Collected data entries
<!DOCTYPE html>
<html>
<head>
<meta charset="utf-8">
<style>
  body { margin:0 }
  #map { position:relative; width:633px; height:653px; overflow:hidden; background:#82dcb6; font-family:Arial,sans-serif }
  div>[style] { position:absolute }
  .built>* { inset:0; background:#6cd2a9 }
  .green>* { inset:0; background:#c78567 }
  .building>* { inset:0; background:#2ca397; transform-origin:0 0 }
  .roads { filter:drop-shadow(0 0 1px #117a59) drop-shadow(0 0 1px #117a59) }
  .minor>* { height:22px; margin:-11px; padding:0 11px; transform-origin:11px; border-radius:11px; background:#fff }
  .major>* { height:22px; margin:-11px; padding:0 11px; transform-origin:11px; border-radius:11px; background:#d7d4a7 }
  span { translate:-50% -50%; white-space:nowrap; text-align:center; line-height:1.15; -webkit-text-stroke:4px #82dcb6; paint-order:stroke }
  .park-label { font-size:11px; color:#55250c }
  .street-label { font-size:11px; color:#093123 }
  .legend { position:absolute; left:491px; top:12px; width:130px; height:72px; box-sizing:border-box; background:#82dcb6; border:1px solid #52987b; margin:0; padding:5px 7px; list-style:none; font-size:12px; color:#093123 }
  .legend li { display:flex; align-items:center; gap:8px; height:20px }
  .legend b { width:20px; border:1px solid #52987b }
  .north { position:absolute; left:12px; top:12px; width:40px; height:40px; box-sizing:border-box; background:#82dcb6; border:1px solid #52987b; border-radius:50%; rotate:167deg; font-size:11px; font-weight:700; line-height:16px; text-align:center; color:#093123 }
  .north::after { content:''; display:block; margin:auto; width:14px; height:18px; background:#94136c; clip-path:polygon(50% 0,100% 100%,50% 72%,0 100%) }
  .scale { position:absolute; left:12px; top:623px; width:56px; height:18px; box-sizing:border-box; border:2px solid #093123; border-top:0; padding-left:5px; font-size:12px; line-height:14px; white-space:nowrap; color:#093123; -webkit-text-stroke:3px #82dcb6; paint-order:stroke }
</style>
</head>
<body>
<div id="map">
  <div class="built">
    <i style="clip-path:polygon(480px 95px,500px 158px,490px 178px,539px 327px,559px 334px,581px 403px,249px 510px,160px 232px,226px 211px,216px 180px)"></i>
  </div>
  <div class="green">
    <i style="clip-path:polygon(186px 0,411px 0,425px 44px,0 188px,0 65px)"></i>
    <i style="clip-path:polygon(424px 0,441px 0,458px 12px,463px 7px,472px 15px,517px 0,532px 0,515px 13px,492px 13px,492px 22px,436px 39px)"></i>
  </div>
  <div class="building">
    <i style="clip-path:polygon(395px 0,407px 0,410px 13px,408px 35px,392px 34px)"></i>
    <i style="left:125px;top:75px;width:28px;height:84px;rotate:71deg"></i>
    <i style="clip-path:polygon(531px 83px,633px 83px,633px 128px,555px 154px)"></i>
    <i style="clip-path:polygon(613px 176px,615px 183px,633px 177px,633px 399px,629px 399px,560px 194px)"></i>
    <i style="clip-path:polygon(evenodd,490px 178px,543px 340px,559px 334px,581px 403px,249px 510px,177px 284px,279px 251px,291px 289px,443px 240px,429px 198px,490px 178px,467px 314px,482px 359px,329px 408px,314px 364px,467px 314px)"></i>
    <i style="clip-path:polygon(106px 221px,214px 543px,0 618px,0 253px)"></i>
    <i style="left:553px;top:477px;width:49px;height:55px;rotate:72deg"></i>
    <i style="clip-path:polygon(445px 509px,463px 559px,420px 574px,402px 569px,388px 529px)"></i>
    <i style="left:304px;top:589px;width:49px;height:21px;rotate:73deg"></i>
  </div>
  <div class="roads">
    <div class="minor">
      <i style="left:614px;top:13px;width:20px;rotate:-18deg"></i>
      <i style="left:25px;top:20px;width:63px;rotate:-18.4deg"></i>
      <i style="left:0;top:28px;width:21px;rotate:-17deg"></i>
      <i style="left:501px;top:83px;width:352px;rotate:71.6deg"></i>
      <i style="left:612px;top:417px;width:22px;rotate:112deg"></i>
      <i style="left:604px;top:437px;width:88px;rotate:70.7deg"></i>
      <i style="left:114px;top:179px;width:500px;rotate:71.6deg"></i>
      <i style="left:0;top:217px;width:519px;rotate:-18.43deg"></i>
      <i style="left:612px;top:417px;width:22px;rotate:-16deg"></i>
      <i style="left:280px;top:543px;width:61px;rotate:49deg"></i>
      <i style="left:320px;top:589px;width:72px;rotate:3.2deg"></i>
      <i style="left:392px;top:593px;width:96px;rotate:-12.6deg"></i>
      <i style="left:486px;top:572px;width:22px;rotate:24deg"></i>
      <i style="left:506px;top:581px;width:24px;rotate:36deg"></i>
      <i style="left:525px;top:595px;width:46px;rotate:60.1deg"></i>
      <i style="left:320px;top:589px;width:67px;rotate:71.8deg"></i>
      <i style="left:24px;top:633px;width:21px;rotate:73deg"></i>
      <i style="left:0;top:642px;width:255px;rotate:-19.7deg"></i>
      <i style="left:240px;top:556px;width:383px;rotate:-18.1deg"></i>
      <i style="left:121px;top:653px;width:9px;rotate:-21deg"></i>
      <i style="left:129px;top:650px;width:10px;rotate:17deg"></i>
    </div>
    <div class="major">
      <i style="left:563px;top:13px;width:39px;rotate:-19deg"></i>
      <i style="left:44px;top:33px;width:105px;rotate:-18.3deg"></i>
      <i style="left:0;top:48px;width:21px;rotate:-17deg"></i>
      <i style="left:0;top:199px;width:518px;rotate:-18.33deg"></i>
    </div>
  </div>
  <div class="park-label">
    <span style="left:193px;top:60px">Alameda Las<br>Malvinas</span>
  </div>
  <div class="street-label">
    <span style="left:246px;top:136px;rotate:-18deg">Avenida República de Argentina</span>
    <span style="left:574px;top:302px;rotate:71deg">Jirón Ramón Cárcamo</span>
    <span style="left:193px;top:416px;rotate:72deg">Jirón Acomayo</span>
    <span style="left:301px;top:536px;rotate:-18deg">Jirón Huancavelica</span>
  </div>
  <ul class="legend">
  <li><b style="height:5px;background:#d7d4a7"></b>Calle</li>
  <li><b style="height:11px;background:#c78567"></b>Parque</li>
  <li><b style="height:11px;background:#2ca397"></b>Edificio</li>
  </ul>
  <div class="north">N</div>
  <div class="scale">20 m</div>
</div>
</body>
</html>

§ Your objective
What is needed is every line from the beginning of the data up to and including the line with "position:absolute; left:491px; top:12px;", given again word for word.

§ Result
<!DOCTYPE html>
<html>
<head>
<meta charset="utf-8">
<style>
  body { margin:0 }
  #map { position:relative; width:633px; height:653px; overflow:hidden; background:#82dcb6; font-family:Arial,sans-serif }
  div>[style] { position:absolute }
  .built>* { inset:0; background:#6cd2a9 }
  .green>* { inset:0; background:#c78567 }
  .building>* { inset:0; background:#2ca397; transform-origin:0 0 }
  .roads { filter:drop-shadow(0 0 1px #117a59) drop-shadow(0 0 1px #117a59) }
  .minor>* { height:22px; margin:-11px; padding:0 11px; transform-origin:11px; border-radius:11px; background:#fff }
  .major>* { height:22px; margin:-11px; padding:0 11px; transform-origin:11px; border-radius:11px; background:#d7d4a7 }
  span { translate:-50% -50%; white-space:nowrap; text-align:center; line-height:1.15; -webkit-text-stroke:4px #82dcb6; paint-order:stroke }
  .park-label { font-size:11px; color:#55250c }
  .street-label { font-size:11px; color:#093123 }
  .legend { position:absolute; left:491px; top:12px; width:130px; height:72px; box-sizing:border-box; background:#82dcb6; border:1px solid #52987b; margin:0; padding:5px 7px; list-style:none; font-size:12px; color:#093123 }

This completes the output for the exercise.